The RFI is a fundus camera-based device with an attachment of a specific camera that captures reflectance changes as a function of time under stroboscopic illumination. This device was originally designed to measure the BF velocity directly and noninvasively (without using any contrast agent) in secondary and tertiary retinal vessels while using the hemoglobin in the red blood cells as an intrinsic motion-contrast agent. In a pilot study we measured the retinal blood flow velocity (Fig. 1) and generated the nCPMs (Fig. 2) with the RFI in 7 patients (m:f=2:5) with a mean age of 51±11 years. Five of these patients suffered from Birdshot Chorioretinopathy and two patients had a retinal vasculitis of unknown origin. We compared these data with a healthy control group (n=32 patients; published data by Burgansky-Eliash et al. in Retina 2010;30(5):765-773).
In the control group the blood flow velocity in the arteries was 4.1±0.9 mm/s and in the retinal veins 2.9±1.0 mm/s. Comparing these data with the retinal BF velocities of the study group, we achieved significant differences. The vasculitis patients disclosed an arterial blood flow velocity of 2.5 ±1.6mm/s (p<0.0001) and a venous BF velocity of 1.8±1.0 mm/s (p<0.0001).
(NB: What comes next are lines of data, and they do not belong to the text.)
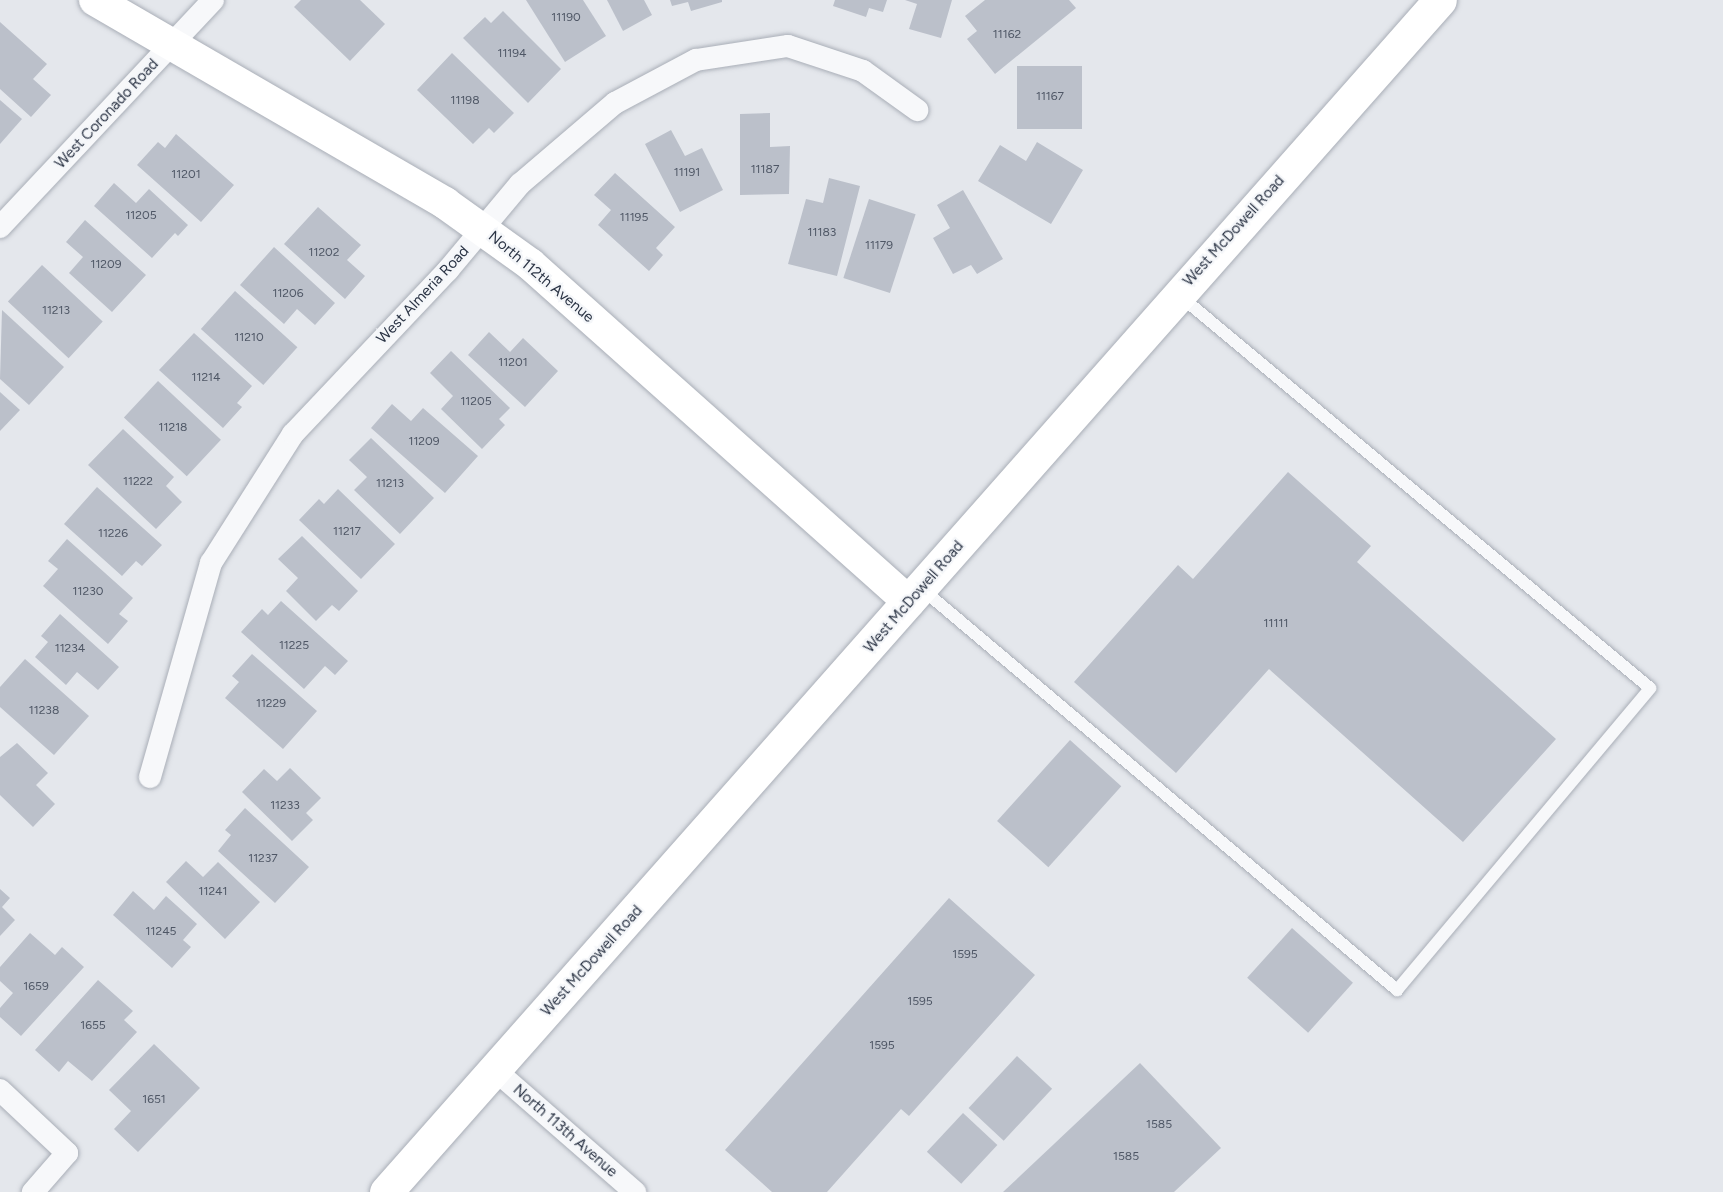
<!DOCTYPE html>
<style>
body{margin:0}
#map{position:relative;width:1723px;height:1192px;overflow:hidden;background:#e4e7ec;font-family:Figtree,sans-serif}
div>[style]{position:absolute}
.building>*{inset:0;background:#bbc0ca;transform-origin:0 0}
.roads{filter:drop-shadow(0 0 2px #a9aeb7) drop-shadow(0 0 2px #a9aeb7)}
.lane>*{height:12px;margin:-6px;padding:0 6px;transform-origin:6px;border-radius:6px;background:#f7f8fa}
.street>*{height:22px;margin:-11px;padding:0 11px;transform-origin:11px;border-radius:11px;background:#f7f8fa}
.secondary>*{height:32px;margin:-16px;padding:0 16px;transform-origin:16px;border-radius:16px;background:#fff}
.primary>*{height:33px;margin:-16.5px;padding:0 16.5px;transform-origin:16.5px;border-radius:16.5px;background:#fff}
span{translate:-50% -50%;white-space:nowrap;text-align:center;line-height:1.15;-webkit-text-stroke:4.5px #f4f6f9;paint-order:stroke}
.number-label{font-size:12px;color:#4f5766}
.number-label span{-webkit-text-stroke-width:0}
.street-label{font-size:15px;color:#2b3445}
</style>
<div id="map">
<div class="building">
<div style="clip-path:polygon(301px 0,360px 0,385px 24px,350px 61px,294px 7px)"></div>
<div style="clip-path:polygon(526px 0,583px 0,606px 36px,565px 62px)"></div>
<div style="clip-path:polygon(607px 0,644px 0,652px 15px,623px 31px)"></div>
<div style="clip-path:polygon(670px 0,722px 0,722px 2px,691px 11px,688px 2px,672px 6px)"></div>
<div style="clip-path:polygon(835px 0,887px 0,883px 12px,869px 8px,866px 17px,833px 6px)"></div>
<div style="clip-path:polygon(952px 0,941px 38px,909px 29px,917px 4px,905px 0)"></div>
<div style="clip-path:polygon(985px 0,1069px 0,1076px 8px,995px 74px,967px 39px,977px 31px,965px 16px)"></div>
<div style="clip-path:polygon(503px 11px,561px 69px,528px 103px,463px 38px,485px 17px,491px 23px)"></div>
<div style="clip-path:polygon(0 22px,47px 64px,33px 79px,51px 95px,31px 117px,0 89px)"></div>
<div style="clip-path:polygon(452px 53px,514px 113px,494px 133px,489px 128px,473px 144px,417px 90px)"></div>
<div style="left:1017px;top:66px;width:65px;height:63px"></div>
<div style="clip-path:polygon(0 100px,22px 119px,0 144px)"></div>
<div style="clip-path:polygon(770px 113px,770px 147px,790px 146px,789px 194px,740px 195px,740px 114px)"></div>
<div style="clip-path:polygon(671px 130px,685px 156px,702px 148px,723px 190px,680px 212px,645px 144px)"></div>
<div style="clip-path:polygon(176px 134px,234px 185px,201px 222px,137px 165px,158px 142px,165px 148px)"></div>
<div style="clip-path:polygon(1037px 142px,1083px 170px,1051px 224px,978px 181px,1000px 145px,1026px 161px)"></div>
<div style="clip-path:polygon(615px 173px,675px 227px,656px 248px,663px 255px,649px 271px,598px 225px,611px 210px,594px 195px)"></div>
<div style="clip-path:polygon(829px 178px,860px 186px,837px 276px,788px 264px,806px 199px,823px 203px)"></div>
<div style="clip-path:polygon(114px 183px,136px 203px,149px 189px,188px 225px,178px 236px,175px 233px,152px 258px,94px 206px)"></div>
<div style="clip-path:polygon(963px 190px,1003px 259px,977px 274px,971px 265px,953px 274px,933px 238px,950px 228px,937px 205px)"></div>
<div style="left:869px;top:199px;width:49px;height:83px;rotate:18deg"></div>
<div style="clip-path:polygon(318px 207px,361px 245px,347px 260px,365px 276px,345px 299px,284px 244px)"></div>
<div style="clip-path:polygon(85px 220px,146px 275px,112px 312px,69px 273px,83px 257px,66px 242px)"></div>
<div style="clip-path:polygon(274px 247px,335px 303px,315px 325px,297px 309px,284px 324px,240px 285px)"></div>
<div style="left:42px;top:265px;width:83px;height:50px;rotate:43deg"></div>
<div style="left:235px;top:291px;width:84px;height:51px;rotate:42deg"></div>
<div style="clip-path:polygon(2px 310px,64px 367px,29px 405px,0 379px)"></div>
<div style="clip-path:polygon(489px 332px,510px 352px,523px 338px,558px 371px,525px 407px,468px 355px)"></div>
<div style="clip-path:polygon(194px 333px,252px 386px,237px 403px,242px 407px,223px 428px,159px 370px)"></div>
<div style="clip-path:polygon(451px 351px,510px 408px,499px 419px,505px 425px,482px 449px,441px 409px,453px 396px,430px 373px)"></div>
<div style="left:158px;top:381px;width:86px;height:50px;rotate:43deg"></div>
<div style="clip-path:polygon(0 392px,20px 410px,0 431px)"></div>
<div style="clip-path:polygon(392px 404px,411px 421px,423px 408px,478px 456px,445px 493px,371px 428px)"></div>
<div style="clip-path:polygon(123px 429px,174px 477px,166px 486px,182px 502px,156px 529px,88px 465px)"></div>
<div style="clip-path:polygon(371px 438px,434px 498px,400px 534px,354px 490px,367px 477px,349px 460px)"></div>
<div style="clip-path:polygon(1288px 472px,1371px 546px,1357px 562px,1556px 739px,1463px 842px,1269px 669px,1176px 773px,1074px 682px,1178px 565px,1193px 579px)"></div>
<div style="clip-path:polygon(97px 487px,162px 545px,142px 566px,136px 561px,122px 576px,64px 524px)"></div>
<div style="clip-path:polygon(338px 489px,395px 544px,361px 579px,299px 520px,319px 499px,324px 504px)"></div>
<div style="clip-path:polygon(302px 536px,358px 591px,339px 611px,332px 605px,316px 621px,286px 591px,298px 578px,278px 559px)"></div>
<div style="clip-path:polygon(67px 539px,133px 598px,119px 614px,128px 621px,108px 644px,43px 586px,58px 569px,48px 561px)"></div>
<div style="clip-path:polygon(281px 601px,348px 661px,335px 675px,325px 666px,304px 689px,241px 632px,262px 609px,268px 615px)"></div>
<div style="clip-path:polygon(60px 614px,119px 667px,98px 690px,77px 672px,66px 685px,35px 657px,48px 642px,41px 636px)"></div>
<div style="clip-path:polygon(252px 654px,317px 711px,283px 749px,225px 698px,239px 682px,232px 676px)"></div>
<div style="clip-path:polygon(25px 659px,89px 716px,54px 755px,0 707px,0 687px)"></div>
<div style="left:1070px;top:740px;width:69px;height:109px;rotate:42deg"></div>
<div style="clip-path:polygon(17px 743px,48px 773px,36px 785px,55px 804px,33px 827px,0 795px,0 757px)"></div>
<div style="clip-path:polygon(290px 768px,321px 798px,306px 813px,313px 820px,292px 841px,242px 792px,264px 769px,277px 781px)"></div>
<div style="clip-path:polygon(245px 808px,309px 867px,275px 903px,218px 851px,231px 835px,225px 830px)"></div>
<div style="clip-path:polygon(186px 861px,203px 877px,218px 862px,260px 902px,225px 939px,166px 882px)"></div>
<div style="clip-path:polygon(0 889px,10px 898px,2px 907px,15px 920px,0 936px)"></div>
<div style="clip-path:polygon(133px 891px,154px 910px,166px 896px,197px 924px,183px 940px,191px 947px,172px 968px,113px 915px)"></div>
<div style="clip-path:polygon(949px 898px,1035px 975px,909px 1116px,901px 1109px,827px 1192px,772px 1192px,725px 1150px)"></div>
<div style="left:1292px;top:928px;width:82px;height:67px;rotate:42deg"></div>
<div style="clip-path:polygon(30px 933px,55px 955px,62px 947px,84px 967px,21px 1036px,0 1017px,0 1008px,13px 993px,0 981px,0 967px)"></div>
<div style="clip-path:polygon(98px 980px,133px 1011px,124px 1020px,137px 1032px,92px 1081px,68px 1061px,59px 1072px,35px 1050px)"></div>
<div style="clip-path:polygon(154px 1044px,200px 1088px,138px 1152px,114px 1129px,131px 1111px,109px 1090px)"></div>
<div style="left:1017px;top:1056px;width:48px;height:71px;rotate:43deg"></div>
<div style="clip-path:polygon(1140px 1063px,1221px 1148px,1174px 1192px,1003px 1192px)"></div>
<div style="left:963px;top:1113px;width:47px;height:53px;rotate:43deg"></div>
</div>
<div class="roads">
<div class="lane">
<div style="left:922px;top:589px;width:622px;rotate:40.17deg"></div>
<div style="left:1397px;top:990px;width:394px;rotate:-50deg"></div>
<div style="left:1650px;top:688px;width:613px;rotate:-140.16deg"></div>
</div>
<div class="street">
<div style="left:0;top:227px;width:311px;rotate:-46.8deg"></div>
<div style="left:150px;top:777px;width:223px;rotate:-74.1deg"></div>
<div style="left:211px;top:563px;width:153px;rotate:-57.6deg"></div>
<div style="left:293px;top:434px;width:226px;rotate:-46.6deg"></div>
<div style="left:448px;top:270px;width:112px;rotate:-50.1deg"></div>
<div style="left:520px;top:184px;width:125px;rotate:-40.5deg"></div>
<div style="left:615px;top:103px;width:92px;rotate:-28deg"></div>
<div style="left:696px;top:60px;width:93px;rotate:-8.7deg"></div>
<div style="left:788px;top:46px;width:79px;rotate:18.4deg"></div>
<div style="left:863px;top:71px;width:67px;rotate:35.8deg"></div>
<div style="left:495px;top:1070px;width:186px;rotate:41.1deg"></div>
<div style="left:0;top:1090px;width:92px;rotate:43.2deg"></div>
<div style="left:67px;top:1153px;width:52px;rotate:131.1deg"></div>
</div>
<div class="secondary">
<div style="left:95px;top:0;width:405px;rotate:30.1deg"></div>
<div style="left:445px;top:203px;width:105px;rotate:35.7deg"></div>
<div style="left:530px;top:264px;width:508px;rotate:41.73deg"></div>
</div>
<div class="primary">
<div style="left:386px;top:1192px;width:1591px;rotate:-48.52deg"></div>
</div>
</div>
<div class="number-label">
<span style="left:566px;top:18px">11190</span>
<span style="left:1007px;top:35px">11162</span>
<span style="left:512px;top:54px">11194</span>
<span style="left:1050px;top:97px">11167</span>
<span style="left:465px;top:101px">11198</span>
<span style="left:765px;top:170px">11187</span>
<span style="left:687px;top:173px">11191</span>
<span style="left:186px;top:175px">11201</span>
<span style="left:141px;top:216px">11205</span>
<span style="left:634px;top:218px">11195</span>
<span style="left:822px;top:233px">11183</span>
<span style="left:879px;top:246px">11179</span>
<span style="left:324px;top:253px">11202</span>
<span style="left:106px;top:265px">11209</span>
<span style="left:288px;top:294px">11206</span>
<span style="left:56px;top:311px">11213</span>
<span style="left:249px;top:338px">11210</span>
<span style="left:513px;top:363px">11201</span>
<span style="left:206px;top:378px">11214</span>
<span style="left:476px;top:402px">11205</span>
<span style="left:173px;top:428px">11218</span>
<span style="left:424px;top:442px">11209</span>
<span style="left:138px;top:482px">11222</span>
<span style="left:390px;top:484px">11213</span>
<span style="left:347px;top:532px">11217</span>
<span style="left:113px;top:534px">11226</span>
<span style="left:88px;top:592px">11230</span>
<span style="left:1276px;top:624px">11111</span>
<span style="left:294px;top:646px">11225</span>
<span style="left:70px;top:649px">11234</span>
<span style="left:271px;top:704px">11229</span>
<span style="left:44px;top:711px">11238</span>
<span style="left:285px;top:806px">11233</span>
<span style="left:263px;top:859px">11237</span>
<span style="left:213px;top:892px">11241</span>
<span style="left:161px;top:932px">11245</span>
<span style="left:965px;top:955px">1595</span>
<span style="left:36px;top:987px">1659</span>
<span style="left:920px;top:1002px">1595</span>
<span style="left:93px;top:1026px">1655</span>
<span style="left:882px;top:1046px">1595</span>
<span style="left:154px;top:1100px">1651</span>
<span style="left:1159px;top:1125px">1585</span>
<span style="left:1126px;top:1157px">1585</span>
</div>
<div class="street-label">
<span style="left:107px;top:114px;rotate:-47deg">West Coronado Road</span>
<span style="left:1234px;top:231px;rotate:-48deg">West McDowell Road</span>
<span style="left:541px;top:277px;rotate:40deg">North 112th Avenue</span>
<span style="left:423px;top:295px;rotate:-47deg">West Almeria Road</span>
<span style="left:914px;top:597px;rotate:-49deg">West McDowell Road</span>
<span style="left:592px;top:961px;rotate:-48deg">West McDowell Road</span>
<span style="left:565px;top:1131px;rotate:41deg">North 113th Avenue</span>
</div>
</div>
The microvasculature anatomy revealed by the nCPMs appeared unevenly distributed, and lower number of blood vessels along with lower degree of complexity of their branching patterns were evident when compared with a normal healthy eye.
With the RFI we could show for the first time, that in patients with retinal vasculitis the arterial as well as the venous blood flow velocity are significantly reduced. Thus, imaging the retinal vasculature with the RFI could offer both - a diagnostic and quantifying tool in retinal vasculitis patients and, in addition, a facility for assessing the effectiveness of treatment.